Several. The most well known are:
Portico :: www.portico.org
A not-for-profit organisation, Portico started life as part of JSTOR - which also, confusingly, describes itself as a scholarly journal archive. JSTOR's archive, however, is about providing immediate (short-term) access, rather than long-term preservation. Portico aims to ensure the continuing availability of electronic scholarly literature. It is funded in part by charitable foundations and government agencies, and in part by the main beneficiaries - publishers and libraries. Portico normalises content upon loading into a standard archival format which preserves content rather than format. It takes ongoing responsibility for ensuring the content remains usable; its primary method of preservation is migration, which it describes as "transitioning content from one file format to another as technology changes and as file formats become obsolete."2 Portico's library partners can only access content in the archive when one of a number of specific trigger events occurs, such as a publisher ceasing to operate. Annual publisher fees ("archive contributions") range from $250 to $75,000 (depending on annual journals turnover) for a completely outsourced archiving solution.
LOCKSS :: www.lockss.org
Instead of providing a centralised archive, LOCKSS provides open-source software to enable libraries to build and maintain localised digital archives, in order to protect their own community's access to the content within. Libraries collect content that they subscribe to from participating publishers' sites, using a specially-developed web crawler, and store it in the format provided by the publisher. Where multiple libraries are licensed to preserve the same content, their LOCKSS servers cooperate to ensure any corrupt or lost content is repaired and the overall record is protected intact - hence the expansion of the LOCKSS acronym, "Lots Of Copies Keeps Stuff Safe". Once again, access to LOCKSS content is only enabled following specific trigger events. There are no upfront charges to publishers (although libraries are required to pay a membership fee); costs may include providing a LOCKSS-friendly interface and creating a plug-in (which libraries can use to tailor their LOCKSS system so that it interacts effectively with the publisher's system).

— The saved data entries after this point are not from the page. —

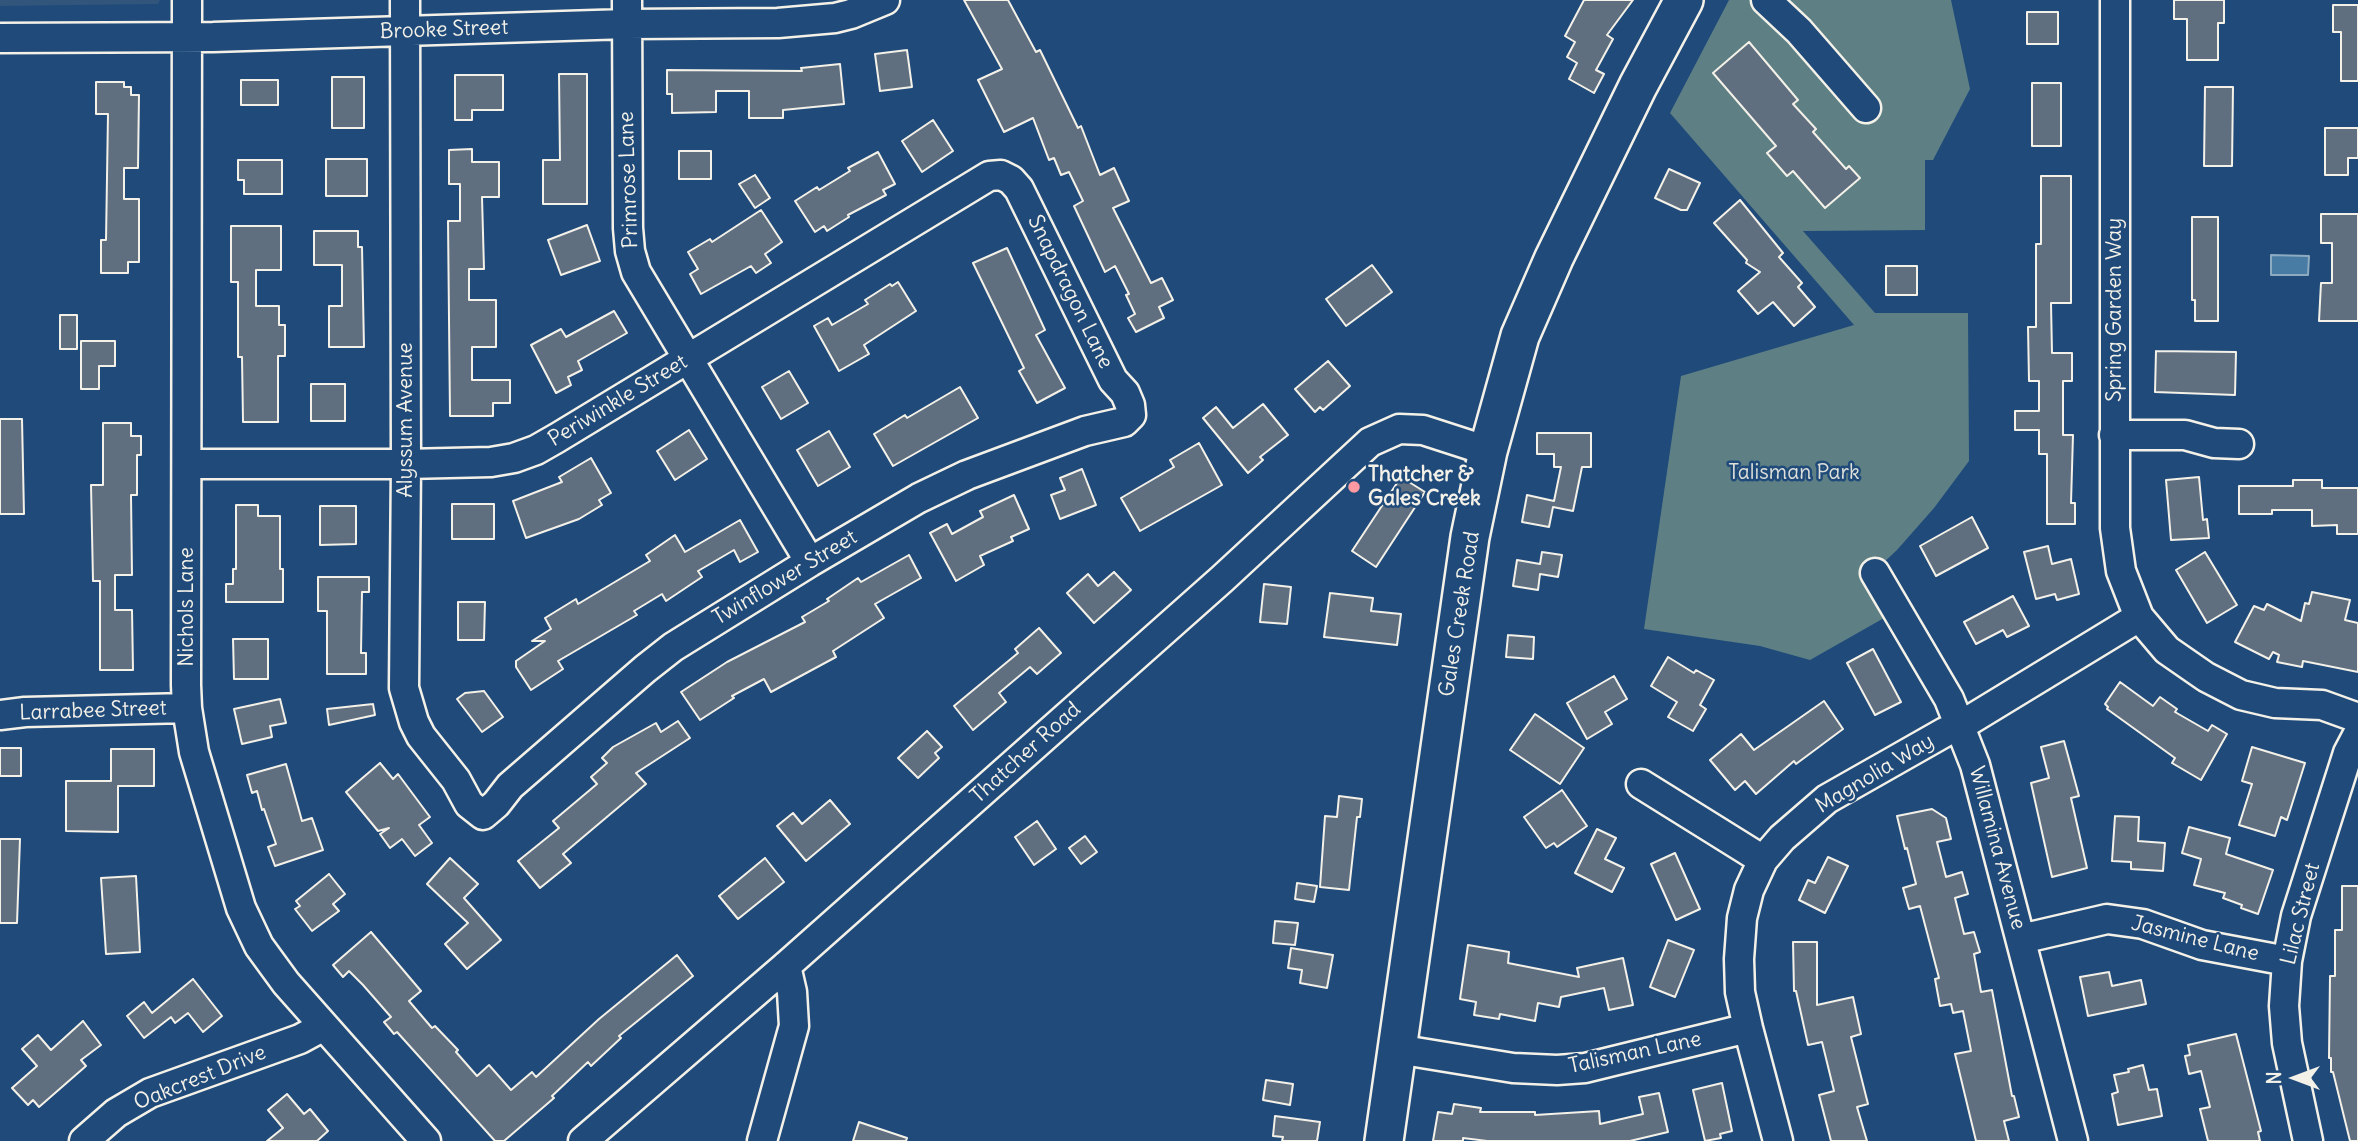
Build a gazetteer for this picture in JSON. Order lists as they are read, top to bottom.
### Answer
{
  "streets": {
    "main road": ["Gales Creek Road"],
    "street": [
      "Brooke Street",
      "Primrose Lane",
      "Snapdragon Lane",
      "Spring Garden Way",
      "Periwinkle Street",
      "Alyssum Avenue",
      "Twinflower Street",
      "Nichols Lane",
      "Larrabee Street",
      "Thatcher Road",
      "Magnolia Way",
      "Willamina Avenue",
      "Lilac Street",
      "Jasmine Lane",
      "Talisman Lane",
      "Oakcrest Drive"
    ]
  },
  "crossings": [
    ["Brooke Street", "Primrose Lane"],
    ["Brooke Street", "Alyssum Avenue"],
    ["Brooke Street", "Nichols Lane"],
    ["Primrose Lane", "Periwinkle Street"],
    ["Primrose Lane", "Twinflower Street"],
    ["Snapdragon Lane", "Periwinkle Street"],
    ["Snapdragon Lane", "Twinflower Street"],
    ["Spring Garden Way", "Magnolia Way"],
    ["Periwinkle Street", "Alyssum Avenue"],
    ["Periwinkle Street", "Nichols Lane"],
    ["Alyssum Avenue", "Twinflower Street"],
    ["Nichols Lane", "Larrabee Street"],
    ["Nichols Lane", "Oakcrest Drive"],
    ["Gales Creek Road", "Thatcher Road"],
    ["Gales Creek Road", "Talisman Lane"],
    ["Magnolia Way", "Willamina Avenue"],
    ["Magnolia Way", "Talisman Lane"],
    ["Willamina Avenue", "Jasmine Lane"],
    ["Lilac Street", "Jasmine Lane"]
  ],
  "parks": ["Talisman Park"],
  "places": ["Thatcher & Gales Creek"],
  "north": "left"
}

CLOCKSS (Controlled LOCKSS) :: www.lockss.org/clockss
CLOCKSS is an instance of the LOCKSS model, whereby a subset of LOCKSS library and publisher participants are cooperating to create and maintain a comprehensive "dark archive" - including content not subscribed to by the libraries collecting it - that may be used by the global research community following a trigger event.
National Libraries
The KB (Koninklijke Bibliotheek, or National Library of the Netherlands; www.kb.nl) was one of the first off the mark; it began setting up preservation agreements with key Dutch publishers such as Elsevier and Kluwer Academic Publishers back in 1996, and has since extended this to include most of the major scholarly publishers. The National Library of Australia's (www.nla.gov.au) PANDORA project aims to preserve Australian-published e-resources, whilst the Swedish National Library's (www.kb.se) Kulturarw3 project expects to preserve electronic journals amongst (perhaps optimistically) all web content originating in Sweden. The British Library (www.bl.uk) is piloting Legal Deposit for e-journals; legislation is also in place, or in planning, for legal deposit of e-journals in Canada, Denmark, New Zealand, Norway and South Africa4 . The Library of Congress (www.loc.gov) has supported the development of Portico (above) to meet its preservation needs for e-journals.
Who's doing it?
A wide number of publishers and libraries are beginning to get involved in archiving activities; for example, organisations participating in CLOCKSS include the Universities of Edinburgh, Indiana and Stanford, and major publishers including Blackwell, Oxford University Press, Springer, Taylor and Francis, John Wiley & Sons and Elsevier; most of these are also involved in Portico.
How does Ingenta fit in?
Ingenta's model is designed to provide access to scholarly content, rather than preserve it. Whilst our distributed networks ensure that your content is safe in the short-term, our service (like that of other hosting and technology partners) does not include a commitment to the format migration that is likely to be necessary for long-term preservation. Rather than set up yet another, competing, archiving service, we aim to facilitate participation in existing initiatives; for example, we are actively participating in the British Library's legal deposit pilot on behalf of a number of publishers, we supply content to the National Library of the Netherlands for others, and our interface is LOCKSS-friendly.
Conclusions?
Fortunately for publishers, much of the preservation burden lies with libraries. Nonetheless, it is wise for publishers to participate in, or at least make content and licensing compliant with, one of the many archival initiatives to ensure that you are able to meet your library customers' long-term access needs. It should be remembered that archiving is primarily about preservation, and whilst that may equate to access in the long term, archival licensing terms can be modelled in such a way that archival compliancy is not a threat to current licensing revenues.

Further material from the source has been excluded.